(Stored data entries)
⟨

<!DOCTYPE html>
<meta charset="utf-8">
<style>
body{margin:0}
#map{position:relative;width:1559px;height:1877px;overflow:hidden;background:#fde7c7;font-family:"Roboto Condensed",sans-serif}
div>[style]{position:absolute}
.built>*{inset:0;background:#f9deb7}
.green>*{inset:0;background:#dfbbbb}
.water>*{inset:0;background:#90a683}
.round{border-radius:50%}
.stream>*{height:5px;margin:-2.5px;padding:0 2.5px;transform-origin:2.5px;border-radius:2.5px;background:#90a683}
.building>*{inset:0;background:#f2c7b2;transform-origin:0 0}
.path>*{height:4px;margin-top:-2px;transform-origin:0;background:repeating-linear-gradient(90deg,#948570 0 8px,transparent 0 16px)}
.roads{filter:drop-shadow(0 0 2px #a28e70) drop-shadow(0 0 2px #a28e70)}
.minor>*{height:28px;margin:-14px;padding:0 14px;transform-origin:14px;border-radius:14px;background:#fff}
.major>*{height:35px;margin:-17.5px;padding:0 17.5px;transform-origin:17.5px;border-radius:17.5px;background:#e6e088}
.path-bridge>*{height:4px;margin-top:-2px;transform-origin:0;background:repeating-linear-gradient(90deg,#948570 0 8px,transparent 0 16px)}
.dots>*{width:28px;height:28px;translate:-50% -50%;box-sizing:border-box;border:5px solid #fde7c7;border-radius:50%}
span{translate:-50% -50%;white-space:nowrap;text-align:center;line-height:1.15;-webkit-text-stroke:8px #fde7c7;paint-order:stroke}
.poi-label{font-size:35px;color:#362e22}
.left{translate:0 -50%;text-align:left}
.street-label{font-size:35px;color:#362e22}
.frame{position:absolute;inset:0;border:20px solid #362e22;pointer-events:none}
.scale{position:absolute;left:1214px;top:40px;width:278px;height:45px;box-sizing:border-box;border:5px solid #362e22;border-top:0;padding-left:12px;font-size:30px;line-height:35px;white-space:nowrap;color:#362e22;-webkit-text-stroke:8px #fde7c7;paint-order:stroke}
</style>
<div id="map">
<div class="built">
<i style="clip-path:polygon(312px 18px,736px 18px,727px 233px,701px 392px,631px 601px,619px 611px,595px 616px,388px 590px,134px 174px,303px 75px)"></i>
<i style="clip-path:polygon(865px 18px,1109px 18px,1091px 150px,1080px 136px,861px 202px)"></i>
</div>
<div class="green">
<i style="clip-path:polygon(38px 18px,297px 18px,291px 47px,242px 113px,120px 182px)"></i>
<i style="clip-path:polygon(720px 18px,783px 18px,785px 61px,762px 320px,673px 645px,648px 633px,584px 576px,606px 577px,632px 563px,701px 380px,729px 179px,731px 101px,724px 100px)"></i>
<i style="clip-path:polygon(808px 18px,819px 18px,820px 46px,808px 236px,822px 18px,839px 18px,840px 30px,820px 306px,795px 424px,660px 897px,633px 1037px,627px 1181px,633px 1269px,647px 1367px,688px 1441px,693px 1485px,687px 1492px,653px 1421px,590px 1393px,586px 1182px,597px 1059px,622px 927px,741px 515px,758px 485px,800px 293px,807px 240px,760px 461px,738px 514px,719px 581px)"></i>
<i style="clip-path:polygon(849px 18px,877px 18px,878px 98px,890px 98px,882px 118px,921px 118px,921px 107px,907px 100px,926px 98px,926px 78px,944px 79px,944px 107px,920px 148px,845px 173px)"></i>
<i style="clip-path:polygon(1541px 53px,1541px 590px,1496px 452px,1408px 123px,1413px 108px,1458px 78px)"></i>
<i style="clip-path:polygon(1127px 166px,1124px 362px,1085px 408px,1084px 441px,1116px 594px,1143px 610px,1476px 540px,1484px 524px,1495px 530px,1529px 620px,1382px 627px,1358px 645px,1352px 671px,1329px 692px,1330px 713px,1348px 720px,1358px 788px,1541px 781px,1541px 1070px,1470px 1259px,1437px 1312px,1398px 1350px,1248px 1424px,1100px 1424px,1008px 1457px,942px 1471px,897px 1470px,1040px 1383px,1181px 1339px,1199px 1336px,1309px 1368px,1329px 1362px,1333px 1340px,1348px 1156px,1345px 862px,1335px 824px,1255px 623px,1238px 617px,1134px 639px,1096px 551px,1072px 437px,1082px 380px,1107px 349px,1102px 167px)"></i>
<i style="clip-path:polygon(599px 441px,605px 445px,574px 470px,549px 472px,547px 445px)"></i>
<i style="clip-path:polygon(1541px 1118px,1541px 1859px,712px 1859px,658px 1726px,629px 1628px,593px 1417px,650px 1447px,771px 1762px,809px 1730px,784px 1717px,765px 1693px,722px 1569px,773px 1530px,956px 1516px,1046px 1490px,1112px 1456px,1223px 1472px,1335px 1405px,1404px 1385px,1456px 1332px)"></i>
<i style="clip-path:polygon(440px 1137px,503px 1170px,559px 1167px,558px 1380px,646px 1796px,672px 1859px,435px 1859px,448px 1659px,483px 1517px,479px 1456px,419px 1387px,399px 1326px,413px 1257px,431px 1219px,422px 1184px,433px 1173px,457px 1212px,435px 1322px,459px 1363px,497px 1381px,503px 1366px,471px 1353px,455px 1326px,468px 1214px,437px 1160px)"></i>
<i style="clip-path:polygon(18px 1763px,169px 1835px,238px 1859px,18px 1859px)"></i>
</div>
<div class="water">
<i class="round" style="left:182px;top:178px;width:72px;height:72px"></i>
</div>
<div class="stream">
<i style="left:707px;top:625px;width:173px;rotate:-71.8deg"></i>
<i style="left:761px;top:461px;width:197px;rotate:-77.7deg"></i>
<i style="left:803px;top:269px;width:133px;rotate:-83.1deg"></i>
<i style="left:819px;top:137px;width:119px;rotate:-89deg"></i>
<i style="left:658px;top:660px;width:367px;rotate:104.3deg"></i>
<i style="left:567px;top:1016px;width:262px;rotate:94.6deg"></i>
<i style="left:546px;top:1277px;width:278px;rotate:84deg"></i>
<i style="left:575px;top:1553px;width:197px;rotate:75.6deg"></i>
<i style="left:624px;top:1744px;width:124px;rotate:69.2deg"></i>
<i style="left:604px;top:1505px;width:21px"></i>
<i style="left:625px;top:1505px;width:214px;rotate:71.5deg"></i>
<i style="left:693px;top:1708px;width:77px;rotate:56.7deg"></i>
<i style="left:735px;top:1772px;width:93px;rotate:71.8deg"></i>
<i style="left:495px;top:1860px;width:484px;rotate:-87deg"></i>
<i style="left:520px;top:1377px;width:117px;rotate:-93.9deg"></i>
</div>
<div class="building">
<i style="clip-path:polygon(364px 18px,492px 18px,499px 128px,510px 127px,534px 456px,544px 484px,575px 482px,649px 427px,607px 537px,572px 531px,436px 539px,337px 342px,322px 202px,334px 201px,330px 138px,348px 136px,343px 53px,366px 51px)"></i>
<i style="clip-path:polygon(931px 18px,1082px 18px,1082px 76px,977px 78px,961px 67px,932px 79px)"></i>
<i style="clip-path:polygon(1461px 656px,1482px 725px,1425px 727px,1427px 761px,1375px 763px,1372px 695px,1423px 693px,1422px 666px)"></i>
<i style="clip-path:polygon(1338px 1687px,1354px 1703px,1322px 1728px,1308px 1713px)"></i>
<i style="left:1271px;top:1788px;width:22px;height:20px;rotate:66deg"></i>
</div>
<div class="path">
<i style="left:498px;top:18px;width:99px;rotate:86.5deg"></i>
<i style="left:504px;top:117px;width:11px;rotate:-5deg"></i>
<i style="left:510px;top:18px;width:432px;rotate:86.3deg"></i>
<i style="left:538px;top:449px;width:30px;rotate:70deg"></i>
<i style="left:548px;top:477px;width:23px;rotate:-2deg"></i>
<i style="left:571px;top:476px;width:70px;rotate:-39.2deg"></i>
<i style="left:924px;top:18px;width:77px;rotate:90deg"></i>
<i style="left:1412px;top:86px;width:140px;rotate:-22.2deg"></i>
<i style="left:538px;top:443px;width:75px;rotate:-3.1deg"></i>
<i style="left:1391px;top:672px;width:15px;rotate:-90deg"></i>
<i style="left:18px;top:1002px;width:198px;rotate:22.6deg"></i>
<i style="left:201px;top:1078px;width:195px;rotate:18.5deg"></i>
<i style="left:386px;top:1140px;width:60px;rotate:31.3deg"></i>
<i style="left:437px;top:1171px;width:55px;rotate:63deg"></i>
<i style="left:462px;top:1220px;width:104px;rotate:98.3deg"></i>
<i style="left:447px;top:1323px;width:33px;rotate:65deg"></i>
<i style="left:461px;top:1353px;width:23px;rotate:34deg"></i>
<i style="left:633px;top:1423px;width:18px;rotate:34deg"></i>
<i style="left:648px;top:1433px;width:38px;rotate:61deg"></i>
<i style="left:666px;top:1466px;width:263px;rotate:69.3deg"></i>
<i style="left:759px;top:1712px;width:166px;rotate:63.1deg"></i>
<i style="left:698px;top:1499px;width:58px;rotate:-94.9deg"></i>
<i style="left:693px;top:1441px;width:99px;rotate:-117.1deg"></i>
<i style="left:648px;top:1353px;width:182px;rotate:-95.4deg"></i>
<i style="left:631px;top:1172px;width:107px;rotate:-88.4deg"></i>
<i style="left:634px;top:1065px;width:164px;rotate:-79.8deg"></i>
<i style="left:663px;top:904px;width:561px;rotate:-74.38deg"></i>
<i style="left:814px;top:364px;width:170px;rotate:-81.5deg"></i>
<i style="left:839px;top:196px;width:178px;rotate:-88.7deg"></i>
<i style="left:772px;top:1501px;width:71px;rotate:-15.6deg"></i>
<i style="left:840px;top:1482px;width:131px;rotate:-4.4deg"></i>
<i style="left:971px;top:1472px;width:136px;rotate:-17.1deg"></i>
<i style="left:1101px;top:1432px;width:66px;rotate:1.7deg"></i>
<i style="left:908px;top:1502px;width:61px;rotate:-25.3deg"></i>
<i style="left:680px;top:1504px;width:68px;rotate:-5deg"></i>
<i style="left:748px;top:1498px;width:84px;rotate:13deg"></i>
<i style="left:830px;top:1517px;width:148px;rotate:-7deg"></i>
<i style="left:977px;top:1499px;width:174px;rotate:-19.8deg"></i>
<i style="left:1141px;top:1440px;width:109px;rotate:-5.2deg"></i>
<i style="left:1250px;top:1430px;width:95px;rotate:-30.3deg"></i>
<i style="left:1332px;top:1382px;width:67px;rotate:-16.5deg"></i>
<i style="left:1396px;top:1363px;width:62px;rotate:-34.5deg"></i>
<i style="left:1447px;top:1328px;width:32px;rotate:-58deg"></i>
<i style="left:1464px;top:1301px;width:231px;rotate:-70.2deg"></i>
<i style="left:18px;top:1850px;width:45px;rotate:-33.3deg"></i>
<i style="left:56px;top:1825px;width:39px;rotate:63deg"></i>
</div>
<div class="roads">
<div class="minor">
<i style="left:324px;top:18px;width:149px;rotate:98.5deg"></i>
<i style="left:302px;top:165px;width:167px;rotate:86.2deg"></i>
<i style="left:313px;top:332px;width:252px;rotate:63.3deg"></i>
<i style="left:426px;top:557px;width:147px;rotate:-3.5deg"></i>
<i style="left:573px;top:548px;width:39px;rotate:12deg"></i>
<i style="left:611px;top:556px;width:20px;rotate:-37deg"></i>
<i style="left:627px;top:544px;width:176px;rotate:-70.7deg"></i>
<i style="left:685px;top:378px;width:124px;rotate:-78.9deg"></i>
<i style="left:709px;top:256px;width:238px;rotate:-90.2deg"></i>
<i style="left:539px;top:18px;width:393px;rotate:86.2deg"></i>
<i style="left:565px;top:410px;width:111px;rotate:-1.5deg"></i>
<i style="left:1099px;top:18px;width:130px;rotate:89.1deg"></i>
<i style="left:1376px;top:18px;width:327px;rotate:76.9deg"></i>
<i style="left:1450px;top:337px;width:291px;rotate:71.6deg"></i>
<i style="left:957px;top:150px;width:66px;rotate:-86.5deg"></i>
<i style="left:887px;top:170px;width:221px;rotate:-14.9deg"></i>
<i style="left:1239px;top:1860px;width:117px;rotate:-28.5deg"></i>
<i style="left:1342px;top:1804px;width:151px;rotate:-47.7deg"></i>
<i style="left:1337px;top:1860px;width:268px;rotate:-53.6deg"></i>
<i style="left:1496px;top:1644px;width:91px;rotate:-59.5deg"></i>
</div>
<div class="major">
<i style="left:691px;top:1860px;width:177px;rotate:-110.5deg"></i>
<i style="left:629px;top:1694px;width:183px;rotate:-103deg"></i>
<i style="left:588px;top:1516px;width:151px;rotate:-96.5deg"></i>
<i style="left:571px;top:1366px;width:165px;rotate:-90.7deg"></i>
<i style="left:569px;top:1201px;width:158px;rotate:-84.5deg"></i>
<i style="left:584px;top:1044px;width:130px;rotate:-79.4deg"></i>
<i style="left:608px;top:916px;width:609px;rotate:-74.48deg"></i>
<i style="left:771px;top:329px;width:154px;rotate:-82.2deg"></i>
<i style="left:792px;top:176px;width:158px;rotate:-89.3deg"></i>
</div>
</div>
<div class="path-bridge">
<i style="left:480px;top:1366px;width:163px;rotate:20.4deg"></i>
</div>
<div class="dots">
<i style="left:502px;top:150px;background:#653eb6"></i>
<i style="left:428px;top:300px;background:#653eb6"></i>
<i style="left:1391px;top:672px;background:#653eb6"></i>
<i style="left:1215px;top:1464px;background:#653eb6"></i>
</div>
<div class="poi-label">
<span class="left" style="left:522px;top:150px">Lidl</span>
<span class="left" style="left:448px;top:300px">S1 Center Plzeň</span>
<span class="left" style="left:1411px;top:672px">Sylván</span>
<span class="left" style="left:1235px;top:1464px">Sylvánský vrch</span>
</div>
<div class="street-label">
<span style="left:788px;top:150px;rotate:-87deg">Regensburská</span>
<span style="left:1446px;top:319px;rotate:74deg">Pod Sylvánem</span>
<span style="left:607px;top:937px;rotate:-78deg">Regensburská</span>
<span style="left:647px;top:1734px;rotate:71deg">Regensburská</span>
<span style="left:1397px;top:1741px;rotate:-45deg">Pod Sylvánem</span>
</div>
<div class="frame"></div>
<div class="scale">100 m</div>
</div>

⟩

**Task details**
All that belongs in the answer is the lines from the start of the entries above through the line containing "2px #a28e70) drop-shadow(0", each given exactly.

**Response**
<!DOCTYPE html>
<meta charset="utf-8">
<style>
body{margin:0}
#map{position:relative;width:1559px;height:1877px;overflow:hidden;background:#fde7c7;font-family:"Roboto Condensed",sans-serif}
div>[style]{position:absolute}
.built>*{inset:0;background:#f9deb7}
.green>*{inset:0;background:#dfbbbb}
.water>*{inset:0;background:#90a683}
.round{border-radius:50%}
.stream>*{height:5px;margin:-2.5px;padding:0 2.5px;transform-origin:2.5px;border-radius:2.5px;background:#90a683}
.building>*{inset:0;background:#f2c7b2;transform-origin:0 0}
.path>*{height:4px;margin-top:-2px;transform-origin:0;background:repeating-linear-gradient(90deg,#948570 0 8px,transparent 0 16px)}
.roads{filter:drop-shadow(0 0 2px #a28e70) drop-shadow(0 0 2px #a28e70)}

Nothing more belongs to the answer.